AMCA’NIN HAYAT KADINLARI YALANI
İddianamede, tutuklu şüpheli Salim Güran’ın “Nevzat’ın köylüsü ve arkadaşı olduğunu, olay günü kendisini saat 15.00-16.00 arasında hiç görmediğini, bir araya gelmediklerini, aleyhine olan beyanları kabul etmediğini, Yüksel ve Maşallah Güran ile arasında bir ilişki bulunmadığını, kendisi tarafından kullanılan aracın kapılarının sürekli açık olmasından dolayı DNA örneği bulunabileceğini, hayat kadınlarıyla zaman zaman görüşme yaptığı için WhatsApp kayıtlarını sildiğini ve Narin’i kendisinin öldürmediğini” iddia ettiği ifadelerine yer verildi.
Tutuklu şüpheli ağabey Enes Güran’ın ise ifadesinde, Narin’in saat 19.11 sıralarında kaybolduğunu fark ettiklerini, ilk beyanında saat 16.30 sıralarında kaybolduğunu söylediğini, olayın şokundan kaynaklı yanlış ifade ettiğini belirttiği yer aldı.
CEZAEVİNDE RAPOR PANİĞİ
İddianamede, tutuklu sanıkların cezaevinde yaptıkları görüşmelerde en çok adli tıp raporunu merak ettikleri anlaşılıyor.
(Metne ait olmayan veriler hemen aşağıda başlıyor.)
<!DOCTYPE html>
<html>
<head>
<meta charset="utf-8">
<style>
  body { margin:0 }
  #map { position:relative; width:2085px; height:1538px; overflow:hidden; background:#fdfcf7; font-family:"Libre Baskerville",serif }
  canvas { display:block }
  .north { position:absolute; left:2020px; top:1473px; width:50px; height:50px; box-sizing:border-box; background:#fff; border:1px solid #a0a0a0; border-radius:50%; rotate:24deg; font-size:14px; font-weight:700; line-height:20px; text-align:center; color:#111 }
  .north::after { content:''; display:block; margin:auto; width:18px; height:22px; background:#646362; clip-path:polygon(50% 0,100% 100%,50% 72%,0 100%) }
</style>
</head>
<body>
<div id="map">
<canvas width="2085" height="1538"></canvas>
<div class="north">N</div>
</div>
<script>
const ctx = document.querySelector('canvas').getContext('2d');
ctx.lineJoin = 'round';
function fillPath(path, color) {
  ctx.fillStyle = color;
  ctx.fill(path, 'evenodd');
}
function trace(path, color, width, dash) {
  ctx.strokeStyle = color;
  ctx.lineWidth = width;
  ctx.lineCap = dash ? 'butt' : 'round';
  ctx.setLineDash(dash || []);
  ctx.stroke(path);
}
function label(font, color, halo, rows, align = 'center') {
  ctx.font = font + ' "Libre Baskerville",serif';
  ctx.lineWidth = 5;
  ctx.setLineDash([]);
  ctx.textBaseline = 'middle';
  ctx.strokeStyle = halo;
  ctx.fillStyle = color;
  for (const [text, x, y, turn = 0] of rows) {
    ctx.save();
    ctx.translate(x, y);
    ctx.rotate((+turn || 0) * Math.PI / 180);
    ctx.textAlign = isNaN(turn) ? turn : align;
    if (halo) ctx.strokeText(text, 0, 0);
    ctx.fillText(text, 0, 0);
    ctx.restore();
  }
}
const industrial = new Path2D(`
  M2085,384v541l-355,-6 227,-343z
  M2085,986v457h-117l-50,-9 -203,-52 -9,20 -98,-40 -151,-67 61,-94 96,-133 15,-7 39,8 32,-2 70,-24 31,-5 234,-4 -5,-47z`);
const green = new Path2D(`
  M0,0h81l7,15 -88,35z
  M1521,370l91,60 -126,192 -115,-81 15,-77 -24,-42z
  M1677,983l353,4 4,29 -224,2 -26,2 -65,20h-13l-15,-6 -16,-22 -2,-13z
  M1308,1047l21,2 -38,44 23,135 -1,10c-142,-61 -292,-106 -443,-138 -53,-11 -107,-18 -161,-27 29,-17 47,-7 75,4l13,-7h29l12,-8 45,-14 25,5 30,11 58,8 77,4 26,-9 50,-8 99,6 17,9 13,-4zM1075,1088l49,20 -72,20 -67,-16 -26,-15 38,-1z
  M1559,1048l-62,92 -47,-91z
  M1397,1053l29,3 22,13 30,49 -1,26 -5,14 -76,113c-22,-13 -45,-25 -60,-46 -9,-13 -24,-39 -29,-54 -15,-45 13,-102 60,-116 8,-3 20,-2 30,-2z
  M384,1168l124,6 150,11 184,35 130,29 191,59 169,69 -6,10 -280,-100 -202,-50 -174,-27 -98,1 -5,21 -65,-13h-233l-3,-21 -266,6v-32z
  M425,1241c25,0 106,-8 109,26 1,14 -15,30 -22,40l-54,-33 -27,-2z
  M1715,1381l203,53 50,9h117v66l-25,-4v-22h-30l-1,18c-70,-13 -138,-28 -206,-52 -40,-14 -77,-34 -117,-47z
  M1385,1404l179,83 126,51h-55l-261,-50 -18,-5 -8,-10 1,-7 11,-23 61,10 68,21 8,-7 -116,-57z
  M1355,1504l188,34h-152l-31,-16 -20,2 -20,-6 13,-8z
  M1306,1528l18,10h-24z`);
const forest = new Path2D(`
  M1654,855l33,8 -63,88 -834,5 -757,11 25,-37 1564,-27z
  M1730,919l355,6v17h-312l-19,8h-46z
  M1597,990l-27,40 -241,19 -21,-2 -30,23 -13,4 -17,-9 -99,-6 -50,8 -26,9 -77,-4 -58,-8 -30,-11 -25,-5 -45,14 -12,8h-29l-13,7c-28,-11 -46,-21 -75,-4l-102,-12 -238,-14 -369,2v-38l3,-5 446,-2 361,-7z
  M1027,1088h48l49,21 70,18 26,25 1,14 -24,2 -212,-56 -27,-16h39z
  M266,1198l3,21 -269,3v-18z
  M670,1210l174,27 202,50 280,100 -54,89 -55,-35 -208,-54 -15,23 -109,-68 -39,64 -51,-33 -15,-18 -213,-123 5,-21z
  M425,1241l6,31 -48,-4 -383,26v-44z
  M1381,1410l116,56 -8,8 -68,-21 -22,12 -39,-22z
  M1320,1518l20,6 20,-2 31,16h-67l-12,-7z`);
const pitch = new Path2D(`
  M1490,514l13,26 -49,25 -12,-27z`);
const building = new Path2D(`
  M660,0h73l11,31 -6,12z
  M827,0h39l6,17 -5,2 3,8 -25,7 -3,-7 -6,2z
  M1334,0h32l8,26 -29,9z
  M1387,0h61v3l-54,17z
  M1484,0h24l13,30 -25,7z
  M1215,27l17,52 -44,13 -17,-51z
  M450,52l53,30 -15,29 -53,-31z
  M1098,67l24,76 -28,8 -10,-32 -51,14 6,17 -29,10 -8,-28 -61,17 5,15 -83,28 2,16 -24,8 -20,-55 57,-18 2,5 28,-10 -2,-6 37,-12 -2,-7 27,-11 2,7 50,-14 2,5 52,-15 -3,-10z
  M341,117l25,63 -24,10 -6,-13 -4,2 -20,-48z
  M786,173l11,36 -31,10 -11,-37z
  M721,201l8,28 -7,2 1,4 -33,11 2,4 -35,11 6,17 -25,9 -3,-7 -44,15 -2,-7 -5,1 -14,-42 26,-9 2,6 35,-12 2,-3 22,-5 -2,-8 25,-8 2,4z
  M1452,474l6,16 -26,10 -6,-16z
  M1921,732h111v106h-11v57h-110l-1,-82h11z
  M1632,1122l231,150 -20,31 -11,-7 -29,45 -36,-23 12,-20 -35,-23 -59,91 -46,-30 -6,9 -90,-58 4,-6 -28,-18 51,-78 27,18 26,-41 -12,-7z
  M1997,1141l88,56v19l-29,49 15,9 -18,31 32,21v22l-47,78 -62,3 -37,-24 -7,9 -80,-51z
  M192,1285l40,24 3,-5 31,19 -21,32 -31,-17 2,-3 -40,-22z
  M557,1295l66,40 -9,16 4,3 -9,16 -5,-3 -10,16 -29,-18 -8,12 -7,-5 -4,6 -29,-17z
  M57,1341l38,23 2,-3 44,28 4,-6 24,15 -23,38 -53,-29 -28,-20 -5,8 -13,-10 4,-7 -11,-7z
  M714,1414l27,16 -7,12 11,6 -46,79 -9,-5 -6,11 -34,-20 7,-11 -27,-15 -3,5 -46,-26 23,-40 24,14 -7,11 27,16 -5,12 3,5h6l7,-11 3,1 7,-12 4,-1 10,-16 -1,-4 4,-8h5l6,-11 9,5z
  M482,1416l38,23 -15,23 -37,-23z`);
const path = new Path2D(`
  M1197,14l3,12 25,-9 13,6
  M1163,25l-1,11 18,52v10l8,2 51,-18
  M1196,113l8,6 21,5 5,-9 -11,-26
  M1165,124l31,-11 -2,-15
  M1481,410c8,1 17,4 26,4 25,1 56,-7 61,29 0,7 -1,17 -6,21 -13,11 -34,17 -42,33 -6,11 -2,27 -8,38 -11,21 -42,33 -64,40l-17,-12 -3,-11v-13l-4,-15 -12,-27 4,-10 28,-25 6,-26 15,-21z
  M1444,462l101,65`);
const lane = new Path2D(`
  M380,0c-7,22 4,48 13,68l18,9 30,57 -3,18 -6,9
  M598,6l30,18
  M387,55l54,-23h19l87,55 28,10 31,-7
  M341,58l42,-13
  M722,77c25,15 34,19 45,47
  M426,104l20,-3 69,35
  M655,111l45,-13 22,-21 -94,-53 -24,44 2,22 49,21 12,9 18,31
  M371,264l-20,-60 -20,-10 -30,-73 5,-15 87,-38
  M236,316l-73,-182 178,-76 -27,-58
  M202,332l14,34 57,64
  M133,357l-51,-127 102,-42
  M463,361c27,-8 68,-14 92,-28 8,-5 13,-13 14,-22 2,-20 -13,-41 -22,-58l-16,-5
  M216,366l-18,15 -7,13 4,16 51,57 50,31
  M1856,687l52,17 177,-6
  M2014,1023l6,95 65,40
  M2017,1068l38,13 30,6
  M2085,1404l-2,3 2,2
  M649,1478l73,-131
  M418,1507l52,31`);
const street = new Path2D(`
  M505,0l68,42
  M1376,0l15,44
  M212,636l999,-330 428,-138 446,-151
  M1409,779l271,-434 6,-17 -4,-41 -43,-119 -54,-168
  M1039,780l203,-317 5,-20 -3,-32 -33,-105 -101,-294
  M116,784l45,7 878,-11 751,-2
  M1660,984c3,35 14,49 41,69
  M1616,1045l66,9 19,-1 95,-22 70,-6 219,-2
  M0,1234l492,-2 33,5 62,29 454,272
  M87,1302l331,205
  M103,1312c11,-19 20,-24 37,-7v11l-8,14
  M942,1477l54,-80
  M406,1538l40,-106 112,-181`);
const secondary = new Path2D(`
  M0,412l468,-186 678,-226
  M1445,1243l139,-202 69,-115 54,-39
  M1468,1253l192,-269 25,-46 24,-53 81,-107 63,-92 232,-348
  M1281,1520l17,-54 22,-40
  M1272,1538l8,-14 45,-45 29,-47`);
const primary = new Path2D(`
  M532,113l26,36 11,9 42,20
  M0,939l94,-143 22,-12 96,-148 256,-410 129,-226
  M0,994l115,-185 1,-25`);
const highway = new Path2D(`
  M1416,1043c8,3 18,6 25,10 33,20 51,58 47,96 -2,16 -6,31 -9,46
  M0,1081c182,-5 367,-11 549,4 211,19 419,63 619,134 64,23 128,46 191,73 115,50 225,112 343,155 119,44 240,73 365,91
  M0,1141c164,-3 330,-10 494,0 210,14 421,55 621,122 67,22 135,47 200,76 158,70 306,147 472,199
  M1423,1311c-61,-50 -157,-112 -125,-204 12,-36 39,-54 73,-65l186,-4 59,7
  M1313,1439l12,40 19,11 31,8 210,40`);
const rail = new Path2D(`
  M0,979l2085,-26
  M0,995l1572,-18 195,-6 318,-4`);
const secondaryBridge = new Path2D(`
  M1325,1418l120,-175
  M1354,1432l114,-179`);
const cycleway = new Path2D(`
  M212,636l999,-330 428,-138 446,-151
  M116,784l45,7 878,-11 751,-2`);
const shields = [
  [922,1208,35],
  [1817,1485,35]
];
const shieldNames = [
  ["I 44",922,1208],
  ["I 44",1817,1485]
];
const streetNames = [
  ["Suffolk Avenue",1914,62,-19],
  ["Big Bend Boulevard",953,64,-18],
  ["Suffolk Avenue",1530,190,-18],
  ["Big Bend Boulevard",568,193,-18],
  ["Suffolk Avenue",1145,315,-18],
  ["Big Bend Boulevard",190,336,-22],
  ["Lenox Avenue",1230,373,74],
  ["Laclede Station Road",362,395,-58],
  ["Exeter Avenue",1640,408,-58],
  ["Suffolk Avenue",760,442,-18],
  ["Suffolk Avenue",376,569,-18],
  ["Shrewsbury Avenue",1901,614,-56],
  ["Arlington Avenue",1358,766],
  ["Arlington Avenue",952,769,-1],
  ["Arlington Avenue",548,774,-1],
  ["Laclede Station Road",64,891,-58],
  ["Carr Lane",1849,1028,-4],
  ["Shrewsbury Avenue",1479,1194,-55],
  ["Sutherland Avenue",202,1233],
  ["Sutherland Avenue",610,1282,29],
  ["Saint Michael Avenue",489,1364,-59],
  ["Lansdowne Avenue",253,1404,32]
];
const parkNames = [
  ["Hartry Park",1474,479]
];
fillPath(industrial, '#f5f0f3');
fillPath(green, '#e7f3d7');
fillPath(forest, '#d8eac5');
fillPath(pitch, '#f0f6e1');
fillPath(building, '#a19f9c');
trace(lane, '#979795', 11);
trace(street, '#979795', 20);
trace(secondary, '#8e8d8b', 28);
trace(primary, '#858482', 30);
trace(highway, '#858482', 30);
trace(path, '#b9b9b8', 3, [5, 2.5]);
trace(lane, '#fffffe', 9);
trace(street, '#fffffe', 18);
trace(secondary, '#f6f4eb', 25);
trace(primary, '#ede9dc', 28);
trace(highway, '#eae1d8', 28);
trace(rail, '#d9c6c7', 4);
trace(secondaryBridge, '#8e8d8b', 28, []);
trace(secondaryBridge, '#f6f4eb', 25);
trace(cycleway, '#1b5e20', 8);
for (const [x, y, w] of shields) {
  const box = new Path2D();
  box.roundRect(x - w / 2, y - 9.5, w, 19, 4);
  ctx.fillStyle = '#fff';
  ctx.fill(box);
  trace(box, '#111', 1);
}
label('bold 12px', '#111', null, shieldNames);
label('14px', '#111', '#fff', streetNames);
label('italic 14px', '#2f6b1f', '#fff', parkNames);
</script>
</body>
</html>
Ağabey Enes Güran’ın tutuklu bulunduğu Diyarbakır 1 Nolu T Tipi Kapalı Ceza İnfaz Kurumunda yapmış olduğu görüşme kayıtlarının da incelendiği belirtilen iddianamede, şu bilgiler paylaşıldı:
“Çok sayıda telefon görüşmesi ile kapalı görüşe ilişkin görüşme kayıtlarının Cumhuriyet Başsavcılığımızca yapılan incelemesi ve tetkikinde 17 Eylül’de Enes’in küçük kardeşi ile arasında geçen telefon görüşmesi esnasında, ‘abican kimseyle konuşma kendine dikkat et’ şeklinde beyanda bulunduğu, ağabeyi Baran Güran ile yaptığı görüşmede de birkaç kez adli tıp raporunu kastederek, ‘Rapor geldi mi?’ şeklinde sorduğu, bir görüşmesinde de ‘Narin benim diş fırçamı kullanmıştı, bir şey çıkar mı?’ diye ağabeyine sorduğu hususları tespit edilmiştir.”
İddianamede, tutuklu şüpheliler amca Salim Güran, anne Yüksel Güran, ağabey Enes Güran ve Nevzat Bahtiyar hakkında, “İştirak halinde çocuğa karşı kasten öldürme” suçundan ağırlaştırılmış müebbet hapis cezası talep ediliyor. Ancak, bu kişilerden hangisinin Narin’i boğduğu ve Narin’in neden öldürüldüğü konusunda net bir ifadeye yer verilmiyor. İtirafçı sanık Nevzat, amca Salim’in Narin’i annesi ile birlite olduklarını gördüğü için öldürdüğünü söylediğini ileri sürmesine rağmen, bu durumun diğer sanıklar tarafından netleştirilmiyor.